## Action item
Lines with the word "legend" are the ones wanted. Copy each of them from the entries below.

## Supplied information
================================

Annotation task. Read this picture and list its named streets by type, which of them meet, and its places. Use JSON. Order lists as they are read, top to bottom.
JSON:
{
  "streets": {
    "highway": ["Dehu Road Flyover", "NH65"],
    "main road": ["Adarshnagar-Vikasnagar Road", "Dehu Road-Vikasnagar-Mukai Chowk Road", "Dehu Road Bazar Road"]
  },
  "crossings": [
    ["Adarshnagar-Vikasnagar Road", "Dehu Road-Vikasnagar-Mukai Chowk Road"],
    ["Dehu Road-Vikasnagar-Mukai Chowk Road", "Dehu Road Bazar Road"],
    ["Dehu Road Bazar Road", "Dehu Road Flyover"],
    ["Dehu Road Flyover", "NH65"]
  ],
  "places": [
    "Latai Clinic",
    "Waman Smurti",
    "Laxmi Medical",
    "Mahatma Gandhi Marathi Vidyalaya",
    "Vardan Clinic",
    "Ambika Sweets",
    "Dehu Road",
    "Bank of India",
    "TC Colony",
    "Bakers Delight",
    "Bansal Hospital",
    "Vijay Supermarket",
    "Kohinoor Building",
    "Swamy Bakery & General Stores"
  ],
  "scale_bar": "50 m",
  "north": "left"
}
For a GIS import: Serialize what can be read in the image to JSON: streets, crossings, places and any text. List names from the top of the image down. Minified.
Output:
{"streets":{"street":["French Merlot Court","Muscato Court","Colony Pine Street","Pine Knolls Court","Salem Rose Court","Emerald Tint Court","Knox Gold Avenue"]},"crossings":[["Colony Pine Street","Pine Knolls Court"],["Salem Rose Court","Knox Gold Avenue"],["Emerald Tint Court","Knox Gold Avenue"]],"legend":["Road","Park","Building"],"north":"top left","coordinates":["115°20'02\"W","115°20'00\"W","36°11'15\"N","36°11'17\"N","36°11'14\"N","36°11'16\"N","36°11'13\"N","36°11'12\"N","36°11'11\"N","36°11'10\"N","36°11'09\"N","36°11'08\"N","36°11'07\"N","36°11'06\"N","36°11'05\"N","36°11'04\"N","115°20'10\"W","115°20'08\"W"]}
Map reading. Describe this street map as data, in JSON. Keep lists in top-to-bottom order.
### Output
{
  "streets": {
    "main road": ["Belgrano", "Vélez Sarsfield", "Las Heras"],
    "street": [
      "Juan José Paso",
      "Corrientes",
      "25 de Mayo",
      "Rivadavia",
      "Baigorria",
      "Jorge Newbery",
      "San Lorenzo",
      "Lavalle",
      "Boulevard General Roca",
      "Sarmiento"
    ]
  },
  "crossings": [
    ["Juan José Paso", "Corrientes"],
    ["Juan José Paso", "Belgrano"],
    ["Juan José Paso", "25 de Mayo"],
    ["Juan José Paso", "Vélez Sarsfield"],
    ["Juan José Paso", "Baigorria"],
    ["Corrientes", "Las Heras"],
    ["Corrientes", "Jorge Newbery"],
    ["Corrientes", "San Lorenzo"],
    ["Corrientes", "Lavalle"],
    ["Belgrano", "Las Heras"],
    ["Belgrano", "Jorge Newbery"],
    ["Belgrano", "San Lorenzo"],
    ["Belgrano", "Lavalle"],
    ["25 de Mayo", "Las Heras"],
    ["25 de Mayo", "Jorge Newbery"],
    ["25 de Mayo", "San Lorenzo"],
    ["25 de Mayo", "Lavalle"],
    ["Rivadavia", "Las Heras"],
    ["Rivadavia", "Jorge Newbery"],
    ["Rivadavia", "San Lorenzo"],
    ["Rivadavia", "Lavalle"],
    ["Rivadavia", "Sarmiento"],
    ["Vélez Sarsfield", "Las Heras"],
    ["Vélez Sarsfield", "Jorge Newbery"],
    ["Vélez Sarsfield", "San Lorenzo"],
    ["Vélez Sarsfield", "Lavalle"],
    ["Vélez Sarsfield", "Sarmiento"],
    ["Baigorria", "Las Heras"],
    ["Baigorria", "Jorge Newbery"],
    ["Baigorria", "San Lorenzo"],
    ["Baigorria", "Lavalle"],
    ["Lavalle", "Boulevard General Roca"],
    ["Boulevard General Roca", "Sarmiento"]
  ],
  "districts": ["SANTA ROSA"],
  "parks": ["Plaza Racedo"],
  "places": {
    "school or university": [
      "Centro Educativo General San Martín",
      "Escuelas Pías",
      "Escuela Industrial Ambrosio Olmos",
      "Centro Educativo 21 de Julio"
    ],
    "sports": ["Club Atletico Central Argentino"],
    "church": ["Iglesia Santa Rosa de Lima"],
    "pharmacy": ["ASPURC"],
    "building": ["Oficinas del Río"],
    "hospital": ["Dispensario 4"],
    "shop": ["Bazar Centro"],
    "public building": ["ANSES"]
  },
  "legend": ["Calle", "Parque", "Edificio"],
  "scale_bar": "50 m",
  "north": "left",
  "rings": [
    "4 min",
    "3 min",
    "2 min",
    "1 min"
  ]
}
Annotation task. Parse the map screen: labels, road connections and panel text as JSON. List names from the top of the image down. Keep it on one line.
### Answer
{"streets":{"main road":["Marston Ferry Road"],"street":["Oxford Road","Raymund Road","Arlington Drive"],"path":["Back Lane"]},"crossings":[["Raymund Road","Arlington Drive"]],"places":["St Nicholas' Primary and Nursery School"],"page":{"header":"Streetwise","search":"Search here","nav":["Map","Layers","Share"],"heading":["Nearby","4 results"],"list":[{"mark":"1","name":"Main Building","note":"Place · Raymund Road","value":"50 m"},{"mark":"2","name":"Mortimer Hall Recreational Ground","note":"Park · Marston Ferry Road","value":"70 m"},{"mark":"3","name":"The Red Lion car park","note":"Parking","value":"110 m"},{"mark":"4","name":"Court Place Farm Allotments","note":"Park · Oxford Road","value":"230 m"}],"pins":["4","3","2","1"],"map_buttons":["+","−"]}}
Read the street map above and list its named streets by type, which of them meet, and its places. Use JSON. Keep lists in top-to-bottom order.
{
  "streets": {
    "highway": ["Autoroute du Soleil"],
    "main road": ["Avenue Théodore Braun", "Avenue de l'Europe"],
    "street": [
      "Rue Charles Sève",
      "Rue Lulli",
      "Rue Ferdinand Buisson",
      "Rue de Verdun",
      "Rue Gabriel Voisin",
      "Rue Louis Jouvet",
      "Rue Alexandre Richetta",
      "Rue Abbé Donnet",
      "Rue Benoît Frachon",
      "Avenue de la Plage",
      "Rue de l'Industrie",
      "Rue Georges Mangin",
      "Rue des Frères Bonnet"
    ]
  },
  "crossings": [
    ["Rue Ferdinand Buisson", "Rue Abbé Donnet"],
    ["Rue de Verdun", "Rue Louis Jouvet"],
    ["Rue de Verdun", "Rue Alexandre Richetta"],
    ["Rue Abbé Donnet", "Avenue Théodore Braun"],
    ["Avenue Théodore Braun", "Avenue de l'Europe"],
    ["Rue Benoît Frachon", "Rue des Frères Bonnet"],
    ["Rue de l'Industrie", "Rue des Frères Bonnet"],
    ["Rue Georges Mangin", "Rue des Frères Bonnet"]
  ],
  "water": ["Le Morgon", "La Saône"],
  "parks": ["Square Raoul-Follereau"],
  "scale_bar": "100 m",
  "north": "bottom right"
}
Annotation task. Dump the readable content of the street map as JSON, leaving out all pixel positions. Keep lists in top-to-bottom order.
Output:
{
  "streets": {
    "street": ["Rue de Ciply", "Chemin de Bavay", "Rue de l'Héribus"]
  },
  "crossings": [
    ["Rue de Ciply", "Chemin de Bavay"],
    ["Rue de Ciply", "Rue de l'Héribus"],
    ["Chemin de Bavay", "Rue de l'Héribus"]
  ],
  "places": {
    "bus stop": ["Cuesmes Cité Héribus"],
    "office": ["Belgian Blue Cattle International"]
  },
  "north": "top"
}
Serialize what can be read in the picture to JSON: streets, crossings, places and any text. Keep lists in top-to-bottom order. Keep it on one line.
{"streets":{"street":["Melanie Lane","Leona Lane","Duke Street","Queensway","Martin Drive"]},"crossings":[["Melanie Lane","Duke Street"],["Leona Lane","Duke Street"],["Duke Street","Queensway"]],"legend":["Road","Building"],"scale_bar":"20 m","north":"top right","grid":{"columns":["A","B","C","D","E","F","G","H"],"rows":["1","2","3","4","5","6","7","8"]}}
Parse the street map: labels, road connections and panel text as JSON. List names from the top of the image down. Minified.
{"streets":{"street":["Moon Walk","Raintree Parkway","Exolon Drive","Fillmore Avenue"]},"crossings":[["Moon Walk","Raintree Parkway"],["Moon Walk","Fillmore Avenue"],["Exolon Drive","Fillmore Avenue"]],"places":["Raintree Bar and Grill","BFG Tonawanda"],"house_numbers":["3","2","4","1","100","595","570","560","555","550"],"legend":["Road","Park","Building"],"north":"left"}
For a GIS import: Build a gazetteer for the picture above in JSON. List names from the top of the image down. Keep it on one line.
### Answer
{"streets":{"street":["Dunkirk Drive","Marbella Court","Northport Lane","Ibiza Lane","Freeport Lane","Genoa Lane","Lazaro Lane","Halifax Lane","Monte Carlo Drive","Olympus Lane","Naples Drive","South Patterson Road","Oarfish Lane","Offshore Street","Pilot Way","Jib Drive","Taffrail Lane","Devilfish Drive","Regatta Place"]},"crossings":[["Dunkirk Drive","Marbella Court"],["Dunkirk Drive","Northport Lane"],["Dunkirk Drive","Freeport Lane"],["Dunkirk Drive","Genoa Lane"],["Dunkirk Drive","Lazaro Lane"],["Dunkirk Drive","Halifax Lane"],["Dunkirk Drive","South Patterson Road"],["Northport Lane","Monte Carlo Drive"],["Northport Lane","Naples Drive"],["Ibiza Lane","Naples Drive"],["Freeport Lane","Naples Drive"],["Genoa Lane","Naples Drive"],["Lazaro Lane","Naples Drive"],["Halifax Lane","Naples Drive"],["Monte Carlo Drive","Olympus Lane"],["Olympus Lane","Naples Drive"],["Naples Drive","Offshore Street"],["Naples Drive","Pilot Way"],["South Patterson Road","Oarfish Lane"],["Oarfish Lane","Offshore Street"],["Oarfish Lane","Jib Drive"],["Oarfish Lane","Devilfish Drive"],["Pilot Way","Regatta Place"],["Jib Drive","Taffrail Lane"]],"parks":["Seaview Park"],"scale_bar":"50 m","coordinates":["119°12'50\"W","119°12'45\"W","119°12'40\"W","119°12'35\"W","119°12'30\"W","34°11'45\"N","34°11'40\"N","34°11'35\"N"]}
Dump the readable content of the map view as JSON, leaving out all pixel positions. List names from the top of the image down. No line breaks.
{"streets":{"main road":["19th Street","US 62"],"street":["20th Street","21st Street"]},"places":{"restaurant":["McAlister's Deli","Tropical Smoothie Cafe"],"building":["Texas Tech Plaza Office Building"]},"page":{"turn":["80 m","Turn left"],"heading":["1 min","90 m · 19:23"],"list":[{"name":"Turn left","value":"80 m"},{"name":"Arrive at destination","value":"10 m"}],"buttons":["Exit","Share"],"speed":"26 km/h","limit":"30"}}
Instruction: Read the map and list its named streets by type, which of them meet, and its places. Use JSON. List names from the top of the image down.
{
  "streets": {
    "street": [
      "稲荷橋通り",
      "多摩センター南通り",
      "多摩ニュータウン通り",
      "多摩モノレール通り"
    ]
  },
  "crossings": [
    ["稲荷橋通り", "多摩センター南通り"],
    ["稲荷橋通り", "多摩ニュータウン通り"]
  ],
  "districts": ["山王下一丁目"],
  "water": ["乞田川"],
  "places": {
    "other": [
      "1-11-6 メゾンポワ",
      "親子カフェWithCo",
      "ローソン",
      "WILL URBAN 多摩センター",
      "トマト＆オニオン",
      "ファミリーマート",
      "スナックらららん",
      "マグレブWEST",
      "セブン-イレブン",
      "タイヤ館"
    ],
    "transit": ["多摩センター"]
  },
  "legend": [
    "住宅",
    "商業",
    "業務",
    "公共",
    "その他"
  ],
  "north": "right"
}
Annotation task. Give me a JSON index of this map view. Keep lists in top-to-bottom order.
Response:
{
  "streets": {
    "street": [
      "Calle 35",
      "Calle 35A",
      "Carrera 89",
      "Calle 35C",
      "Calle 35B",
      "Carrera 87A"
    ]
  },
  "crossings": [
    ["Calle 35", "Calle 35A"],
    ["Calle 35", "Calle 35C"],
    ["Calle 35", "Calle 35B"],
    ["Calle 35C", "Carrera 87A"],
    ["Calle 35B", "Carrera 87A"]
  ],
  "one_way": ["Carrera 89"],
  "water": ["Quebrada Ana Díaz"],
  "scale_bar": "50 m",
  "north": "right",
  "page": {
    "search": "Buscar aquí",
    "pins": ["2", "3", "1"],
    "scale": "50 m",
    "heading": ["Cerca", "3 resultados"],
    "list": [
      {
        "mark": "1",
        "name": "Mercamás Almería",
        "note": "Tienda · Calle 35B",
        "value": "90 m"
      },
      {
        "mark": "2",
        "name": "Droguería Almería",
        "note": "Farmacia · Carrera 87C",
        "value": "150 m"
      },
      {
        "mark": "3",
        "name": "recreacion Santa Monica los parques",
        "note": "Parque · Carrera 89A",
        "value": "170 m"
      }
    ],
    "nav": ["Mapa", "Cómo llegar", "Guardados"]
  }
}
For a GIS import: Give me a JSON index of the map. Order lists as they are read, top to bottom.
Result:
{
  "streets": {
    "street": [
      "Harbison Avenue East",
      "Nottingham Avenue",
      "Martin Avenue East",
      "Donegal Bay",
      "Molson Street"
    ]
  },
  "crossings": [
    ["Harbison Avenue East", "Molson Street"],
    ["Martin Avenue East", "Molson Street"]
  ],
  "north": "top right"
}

================================

## Task solution
{"streets":{"street":["French Merlot Court","Muscato Court","Colony Pine Street","Pine Knolls Court","Salem Rose Court","Emerald Tint Court","Knox Gold Avenue"]},"crossings":[["Colony Pine Street","Pine Knolls Court"],["Salem Rose Court","Knox Gold Avenue"],["Emerald Tint Court","Knox Gold Avenue"]],"legend":["Road","Park","Building"],"north":"top left","coordinates":["115°20'02\"W","115°20'00\"W","36°11'15\"N","36°11'17\"N","36°11'14\"N","36°11'16\"N","36°11'13\"N","36°11'12\"N","36°11'11\"N","36°11'10\"N","36°11'09\"N","36°11'08\"N","36°11'07\"N","36°11'06\"N","36°11'05\"N","36°11'04\"N","115°20'10\"W","115°20'08\"W"]}
  "legend": ["Calle", "Parque", "Edificio"],
{"streets":{"street":["Melanie Lane","Leona Lane","Duke Street","Queensway","Martin Drive"]},"crossings":[["Melanie Lane","Duke Street"],["Leona Lane","Duke Street"],["Duke Street","Queensway"]],"legend":["Road","Building"],"scale_bar":"20 m","north":"top right","grid":{"columns":["A","B","C","D","E","F","G","H"],"rows":["1","2","3","4","5","6","7","8"]}}
{"streets":{"street":["Moon Walk","Raintree Parkway","Exolon Drive","Fillmore Avenue"]},"crossings":[["Moon Walk","Raintree Parkway"],["Moon Walk","Fillmore Avenue"],["Exolon Drive","Fillmore Avenue"]],"places":["Raintree Bar and Grill","BFG Tonawanda"],"house_numbers":["3","2","4","1","100","595","570","560","555","550"],"legend":["Road","Park","Building"],"north":"left"}
  "legend": [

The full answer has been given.